Only one stretch of the data below is wanted: the lines starting at the one with "Task: Give me" and ending at the one with "Map reading. Build", both included, given again exactly.

Content starts

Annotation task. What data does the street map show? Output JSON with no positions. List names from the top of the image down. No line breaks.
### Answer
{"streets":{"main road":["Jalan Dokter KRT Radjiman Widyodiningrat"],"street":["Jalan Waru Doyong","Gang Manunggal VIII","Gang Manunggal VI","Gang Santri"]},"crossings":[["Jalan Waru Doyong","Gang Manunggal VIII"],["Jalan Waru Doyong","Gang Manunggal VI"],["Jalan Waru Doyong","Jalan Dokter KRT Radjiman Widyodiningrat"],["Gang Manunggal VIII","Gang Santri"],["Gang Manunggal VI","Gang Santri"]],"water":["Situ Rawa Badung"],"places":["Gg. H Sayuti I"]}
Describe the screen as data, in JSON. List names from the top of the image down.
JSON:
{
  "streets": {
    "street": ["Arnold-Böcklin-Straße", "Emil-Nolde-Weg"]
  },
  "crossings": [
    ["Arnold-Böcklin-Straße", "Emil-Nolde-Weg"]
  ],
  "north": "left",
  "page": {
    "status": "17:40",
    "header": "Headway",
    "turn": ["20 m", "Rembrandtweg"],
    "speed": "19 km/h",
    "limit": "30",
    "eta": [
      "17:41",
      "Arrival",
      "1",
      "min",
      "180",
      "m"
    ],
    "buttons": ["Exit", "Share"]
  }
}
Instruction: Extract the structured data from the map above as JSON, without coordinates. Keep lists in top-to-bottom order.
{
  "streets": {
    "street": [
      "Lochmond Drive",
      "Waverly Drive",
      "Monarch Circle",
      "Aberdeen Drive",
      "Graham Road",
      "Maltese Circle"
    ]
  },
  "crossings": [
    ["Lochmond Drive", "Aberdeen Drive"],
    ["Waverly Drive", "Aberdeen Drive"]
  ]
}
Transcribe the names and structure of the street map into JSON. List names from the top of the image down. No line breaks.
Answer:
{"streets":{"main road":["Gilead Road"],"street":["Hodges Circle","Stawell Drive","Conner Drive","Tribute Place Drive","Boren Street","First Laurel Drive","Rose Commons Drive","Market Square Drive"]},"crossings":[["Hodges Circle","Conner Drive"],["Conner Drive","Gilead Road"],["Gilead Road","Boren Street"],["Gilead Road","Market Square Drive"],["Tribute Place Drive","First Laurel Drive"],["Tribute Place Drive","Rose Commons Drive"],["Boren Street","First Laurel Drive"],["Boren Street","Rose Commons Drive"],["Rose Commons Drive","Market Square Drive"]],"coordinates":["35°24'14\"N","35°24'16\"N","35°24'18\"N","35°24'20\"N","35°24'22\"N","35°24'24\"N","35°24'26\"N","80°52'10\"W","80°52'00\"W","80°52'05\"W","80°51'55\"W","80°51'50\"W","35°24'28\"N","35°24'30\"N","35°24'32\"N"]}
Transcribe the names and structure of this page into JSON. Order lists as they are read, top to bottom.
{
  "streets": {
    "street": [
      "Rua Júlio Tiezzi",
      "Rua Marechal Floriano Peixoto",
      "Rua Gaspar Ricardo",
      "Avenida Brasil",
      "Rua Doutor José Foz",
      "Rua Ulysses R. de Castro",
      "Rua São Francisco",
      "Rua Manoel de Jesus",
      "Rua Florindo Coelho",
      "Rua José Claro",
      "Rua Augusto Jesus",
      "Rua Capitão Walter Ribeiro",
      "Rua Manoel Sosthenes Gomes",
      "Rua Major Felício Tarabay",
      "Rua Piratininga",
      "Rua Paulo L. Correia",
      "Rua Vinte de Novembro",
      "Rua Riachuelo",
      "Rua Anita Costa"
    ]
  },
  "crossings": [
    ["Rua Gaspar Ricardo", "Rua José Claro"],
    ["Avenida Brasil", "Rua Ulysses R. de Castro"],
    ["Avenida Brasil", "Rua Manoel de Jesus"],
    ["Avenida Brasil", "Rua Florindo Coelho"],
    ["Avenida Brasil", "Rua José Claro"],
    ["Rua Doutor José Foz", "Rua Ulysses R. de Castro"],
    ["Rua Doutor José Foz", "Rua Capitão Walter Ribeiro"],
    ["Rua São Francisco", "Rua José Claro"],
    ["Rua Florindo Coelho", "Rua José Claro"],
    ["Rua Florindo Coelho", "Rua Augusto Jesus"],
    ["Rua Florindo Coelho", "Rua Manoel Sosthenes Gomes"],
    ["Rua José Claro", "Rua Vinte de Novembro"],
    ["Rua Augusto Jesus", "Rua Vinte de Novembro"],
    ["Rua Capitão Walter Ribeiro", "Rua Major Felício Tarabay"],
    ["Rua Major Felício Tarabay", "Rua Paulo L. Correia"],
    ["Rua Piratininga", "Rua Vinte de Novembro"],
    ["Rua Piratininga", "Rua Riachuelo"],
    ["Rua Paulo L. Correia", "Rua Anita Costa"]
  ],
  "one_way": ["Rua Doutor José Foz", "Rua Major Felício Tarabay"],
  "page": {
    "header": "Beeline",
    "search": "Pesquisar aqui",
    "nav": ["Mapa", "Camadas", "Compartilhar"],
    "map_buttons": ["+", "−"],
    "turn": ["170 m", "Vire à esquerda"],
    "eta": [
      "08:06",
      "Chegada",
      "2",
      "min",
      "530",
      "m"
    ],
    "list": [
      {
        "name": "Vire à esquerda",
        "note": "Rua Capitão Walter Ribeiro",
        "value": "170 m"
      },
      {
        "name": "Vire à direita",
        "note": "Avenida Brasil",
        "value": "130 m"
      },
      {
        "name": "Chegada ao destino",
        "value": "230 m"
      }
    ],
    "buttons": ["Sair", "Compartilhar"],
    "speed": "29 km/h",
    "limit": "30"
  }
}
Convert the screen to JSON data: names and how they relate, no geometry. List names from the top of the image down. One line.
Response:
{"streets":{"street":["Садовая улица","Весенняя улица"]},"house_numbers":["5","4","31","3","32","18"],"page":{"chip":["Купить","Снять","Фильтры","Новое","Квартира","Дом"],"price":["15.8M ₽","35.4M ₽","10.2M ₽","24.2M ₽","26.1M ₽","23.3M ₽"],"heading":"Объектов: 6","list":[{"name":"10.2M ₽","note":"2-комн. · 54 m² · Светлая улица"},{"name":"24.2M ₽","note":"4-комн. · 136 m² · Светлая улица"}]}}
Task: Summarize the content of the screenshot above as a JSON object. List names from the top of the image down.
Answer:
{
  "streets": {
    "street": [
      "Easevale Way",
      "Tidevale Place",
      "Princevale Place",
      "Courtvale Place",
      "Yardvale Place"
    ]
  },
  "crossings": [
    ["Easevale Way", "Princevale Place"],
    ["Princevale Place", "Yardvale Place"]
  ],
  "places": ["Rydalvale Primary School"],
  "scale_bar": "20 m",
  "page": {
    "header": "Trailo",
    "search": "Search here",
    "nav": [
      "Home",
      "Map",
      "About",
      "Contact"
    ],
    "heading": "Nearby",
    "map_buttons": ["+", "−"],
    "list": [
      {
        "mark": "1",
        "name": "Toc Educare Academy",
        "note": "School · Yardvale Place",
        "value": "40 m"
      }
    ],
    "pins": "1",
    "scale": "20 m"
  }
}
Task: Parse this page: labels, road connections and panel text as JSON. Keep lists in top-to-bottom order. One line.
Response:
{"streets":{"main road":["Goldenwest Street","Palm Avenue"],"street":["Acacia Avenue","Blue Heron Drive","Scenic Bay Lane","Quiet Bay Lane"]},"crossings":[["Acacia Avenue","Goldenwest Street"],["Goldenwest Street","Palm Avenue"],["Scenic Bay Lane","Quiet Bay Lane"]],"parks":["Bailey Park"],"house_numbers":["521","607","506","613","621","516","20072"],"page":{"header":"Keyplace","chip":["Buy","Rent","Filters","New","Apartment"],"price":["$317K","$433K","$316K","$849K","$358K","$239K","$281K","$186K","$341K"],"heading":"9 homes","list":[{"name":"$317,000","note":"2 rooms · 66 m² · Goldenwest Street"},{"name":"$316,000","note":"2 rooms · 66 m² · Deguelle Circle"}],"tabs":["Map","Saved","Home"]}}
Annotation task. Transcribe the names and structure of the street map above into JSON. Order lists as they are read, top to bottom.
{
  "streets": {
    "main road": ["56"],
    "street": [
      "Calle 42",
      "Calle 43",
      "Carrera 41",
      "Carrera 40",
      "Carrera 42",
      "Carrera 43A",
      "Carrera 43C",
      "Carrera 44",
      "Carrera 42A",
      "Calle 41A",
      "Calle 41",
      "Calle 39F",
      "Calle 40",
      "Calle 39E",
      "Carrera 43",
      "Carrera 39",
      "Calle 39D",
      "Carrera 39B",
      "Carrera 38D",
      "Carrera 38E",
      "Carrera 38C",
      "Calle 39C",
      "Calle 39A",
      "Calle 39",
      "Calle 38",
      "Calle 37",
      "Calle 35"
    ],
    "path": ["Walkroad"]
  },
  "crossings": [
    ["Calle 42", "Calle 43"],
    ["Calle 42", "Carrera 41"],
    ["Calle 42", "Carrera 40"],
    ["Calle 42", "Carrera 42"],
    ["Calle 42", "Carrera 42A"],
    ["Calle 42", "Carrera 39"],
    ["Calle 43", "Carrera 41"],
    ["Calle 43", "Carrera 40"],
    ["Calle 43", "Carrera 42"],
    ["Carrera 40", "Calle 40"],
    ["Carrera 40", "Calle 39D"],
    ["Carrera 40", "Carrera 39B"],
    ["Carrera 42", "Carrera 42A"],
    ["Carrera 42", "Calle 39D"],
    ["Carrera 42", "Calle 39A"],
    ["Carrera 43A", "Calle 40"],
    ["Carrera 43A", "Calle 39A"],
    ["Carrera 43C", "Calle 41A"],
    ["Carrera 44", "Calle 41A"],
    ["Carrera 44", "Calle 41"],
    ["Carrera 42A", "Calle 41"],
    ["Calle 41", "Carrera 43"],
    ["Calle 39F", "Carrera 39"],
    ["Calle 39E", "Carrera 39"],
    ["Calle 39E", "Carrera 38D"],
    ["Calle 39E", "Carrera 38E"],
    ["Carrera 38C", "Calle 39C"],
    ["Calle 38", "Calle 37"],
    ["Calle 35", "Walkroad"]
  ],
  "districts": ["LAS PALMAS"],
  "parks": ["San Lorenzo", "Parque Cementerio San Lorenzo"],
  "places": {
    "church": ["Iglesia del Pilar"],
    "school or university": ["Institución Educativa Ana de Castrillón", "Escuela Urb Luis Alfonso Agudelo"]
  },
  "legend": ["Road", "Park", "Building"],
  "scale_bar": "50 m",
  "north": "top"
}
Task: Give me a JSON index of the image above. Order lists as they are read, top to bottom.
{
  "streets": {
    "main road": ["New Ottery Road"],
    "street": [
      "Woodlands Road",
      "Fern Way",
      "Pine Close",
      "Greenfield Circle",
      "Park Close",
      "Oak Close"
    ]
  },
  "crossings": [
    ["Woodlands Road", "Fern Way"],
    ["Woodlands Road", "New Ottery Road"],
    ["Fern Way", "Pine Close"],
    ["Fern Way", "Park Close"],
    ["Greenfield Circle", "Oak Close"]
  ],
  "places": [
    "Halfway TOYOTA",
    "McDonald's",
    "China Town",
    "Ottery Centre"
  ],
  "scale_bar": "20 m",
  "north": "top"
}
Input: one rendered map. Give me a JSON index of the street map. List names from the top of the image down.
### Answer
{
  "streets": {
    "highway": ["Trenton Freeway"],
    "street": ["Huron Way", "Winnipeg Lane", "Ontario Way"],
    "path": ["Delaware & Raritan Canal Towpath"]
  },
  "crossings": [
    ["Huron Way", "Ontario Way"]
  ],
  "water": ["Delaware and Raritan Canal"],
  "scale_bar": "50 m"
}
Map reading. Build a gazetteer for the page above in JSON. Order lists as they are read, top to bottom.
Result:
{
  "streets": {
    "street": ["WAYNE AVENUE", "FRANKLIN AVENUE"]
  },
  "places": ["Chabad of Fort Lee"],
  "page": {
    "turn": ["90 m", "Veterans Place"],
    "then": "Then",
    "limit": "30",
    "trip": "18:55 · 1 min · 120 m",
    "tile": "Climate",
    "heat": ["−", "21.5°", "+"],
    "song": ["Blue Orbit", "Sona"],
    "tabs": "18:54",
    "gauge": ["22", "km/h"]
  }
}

Content ends

#### RESPONSE AREA:
Task: Give me a JSON index of the image above. Order lists as they are read, top to bottom.
{
  "streets": {
    "main road": ["New Ottery Road"],
    "street": [
      "Woodlands Road",
      "Fern Way",
      "Pine Close",
      "Greenfield Circle",
      "Park Close",
      "Oak Close"
    ]
  },
  "crossings": [
    ["Woodlands Road", "Fern Way"],
    ["Woodlands Road", "New Ottery Road"],
    ["Fern Way", "Pine Close"],
    ["Fern Way", "Park Close"],
    ["Greenfield Circle", "Oak Close"]
  ],
  "places": [
    "Halfway TOYOTA",
    "McDonald's",
    "China Town",
    "Ottery Centre"
  ],
  "scale_bar": "20 m",
  "north": "top"
}
Input: one rendered map. Give me a JSON index of the street map. List names from the top of the image down.
### Answer
{
  "streets": {
    "highway": ["Trenton Freeway"],
    "street": ["Huron Way", "Winnipeg Lane", "Ontario Way"],
    "path": ["Delaware & Raritan Canal Towpath"]
  },
  "crossings": [
    ["Huron Way", "Ontario Way"]
  ],
  "water": ["Delaware and Raritan Canal"],
  "scale_bar": "50 m"
}
Map reading. Build a gazetteer for the page above in JSON. Order lists as they are read, top to bottom.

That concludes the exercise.